Lebih lanjut, Maman juga menyatakan bahwa untuk produk pangan berisiko rendah, penerapan sanksi pidana sebaiknya dikecualikan. Pendekatan restoratif dan pembinaan lebih diutamakan untuk membantu pelaku usaha mikro memperbaiki kesalahannya. "Kami menghormati kewenangan aparat penegak hukum dalam perkara ini, namun penggunaan Undang-Undang Perlindungan Konsumen perlu dipertimbangkan kembali," ucapnya.

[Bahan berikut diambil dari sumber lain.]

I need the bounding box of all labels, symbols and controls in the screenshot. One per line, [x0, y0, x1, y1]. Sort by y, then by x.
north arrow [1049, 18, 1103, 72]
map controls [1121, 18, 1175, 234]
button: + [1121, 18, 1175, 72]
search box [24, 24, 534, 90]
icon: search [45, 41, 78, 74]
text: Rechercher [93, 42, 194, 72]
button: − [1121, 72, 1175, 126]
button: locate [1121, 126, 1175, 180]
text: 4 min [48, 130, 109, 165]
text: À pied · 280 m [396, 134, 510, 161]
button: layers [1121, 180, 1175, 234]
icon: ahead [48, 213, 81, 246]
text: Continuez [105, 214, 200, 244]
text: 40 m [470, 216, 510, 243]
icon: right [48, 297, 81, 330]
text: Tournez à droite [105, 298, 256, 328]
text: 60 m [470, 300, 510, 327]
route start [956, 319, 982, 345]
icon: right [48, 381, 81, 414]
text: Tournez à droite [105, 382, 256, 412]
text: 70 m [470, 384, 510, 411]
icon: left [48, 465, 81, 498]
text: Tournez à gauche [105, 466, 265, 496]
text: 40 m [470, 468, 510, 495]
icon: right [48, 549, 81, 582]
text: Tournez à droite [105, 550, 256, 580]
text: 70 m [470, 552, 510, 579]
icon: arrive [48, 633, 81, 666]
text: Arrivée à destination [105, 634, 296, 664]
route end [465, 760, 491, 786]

Sikap emosional Maman terlihat jelas saat beliau menyatakan tanggung jawabnya atas perkara Mama Khas Banjar. Dengan meneteskan air mata, beliau menegaskan bahwa pembinaan UMKM, termasuk soal label kedaluwarsa, merupakan tanggung jawabnya. Kehadirannya di persidangan sebagai amicus curiae bertujuan untuk memberikan masukan kepada majelis hakim agar mempertimbangkan aspek pembinaan dalam pengambilan keputusan.
Peran Amicus Curiae dan Harapan ke Depan
Sebagai amicus curiae atau sahabat pengadilan, Maman memberikan perspektif dan informasi tambahan kepada majelis hakim. Peran ini menunjukkan komitmen pemerintah untuk mendukung pelaku UMKM dan mencari solusi yang adil dan berkelanjutan. Kehadirannya bukan untuk mengintervensi proses hukum, melainkan untuk memberikan konteks yang lebih luas terkait pentingnya pembinaan bagi pelaku usaha mikro.
Kasus Mama Khas Banjar menjadi contoh penting tentang perlunya keseimbangan antara penegakan hukum dan pembinaan. Pemerintah diharapkan dapat terus meningkatkan program pembinaan UMKM agar pelaku usaha mikro lebih memahami dan mematuhi peraturan yang berlaku. Dengan demikian, usaha mikro dapat terus berkembang dan berkontribusi pada perekonomian nasional tanpa terbebani oleh sanksi-sanksi yang berlebihan.
Dengan adanya 56 juta pelaku usaha mikro yang membutuhkan pembinaan, pemerintah perlu meningkatkan strategi dan sumber daya untuk memastikan program pembinaan ini efektif dan menjangkau seluruh pelaku usaha mikro di Indonesia. Pendekatan yang komprehensif dan berkelanjutan sangat penting untuk menciptakan iklim usaha yang kondusif dan mendukung pertumbuhan ekonomi yang inklusif.
Ke depan, diharapkan akan ada lebih banyak kerjasama antara pemerintah, aparat penegak hukum, dan pelaku UMKM untuk menciptakan sistem yang lebih adil dan berkelanjutan bagi semua pihak. Fokus pada pembinaan dan edukasi akan lebih efektif dalam menciptakan kepatuhan dan mencegah pelanggaran di masa mendatang.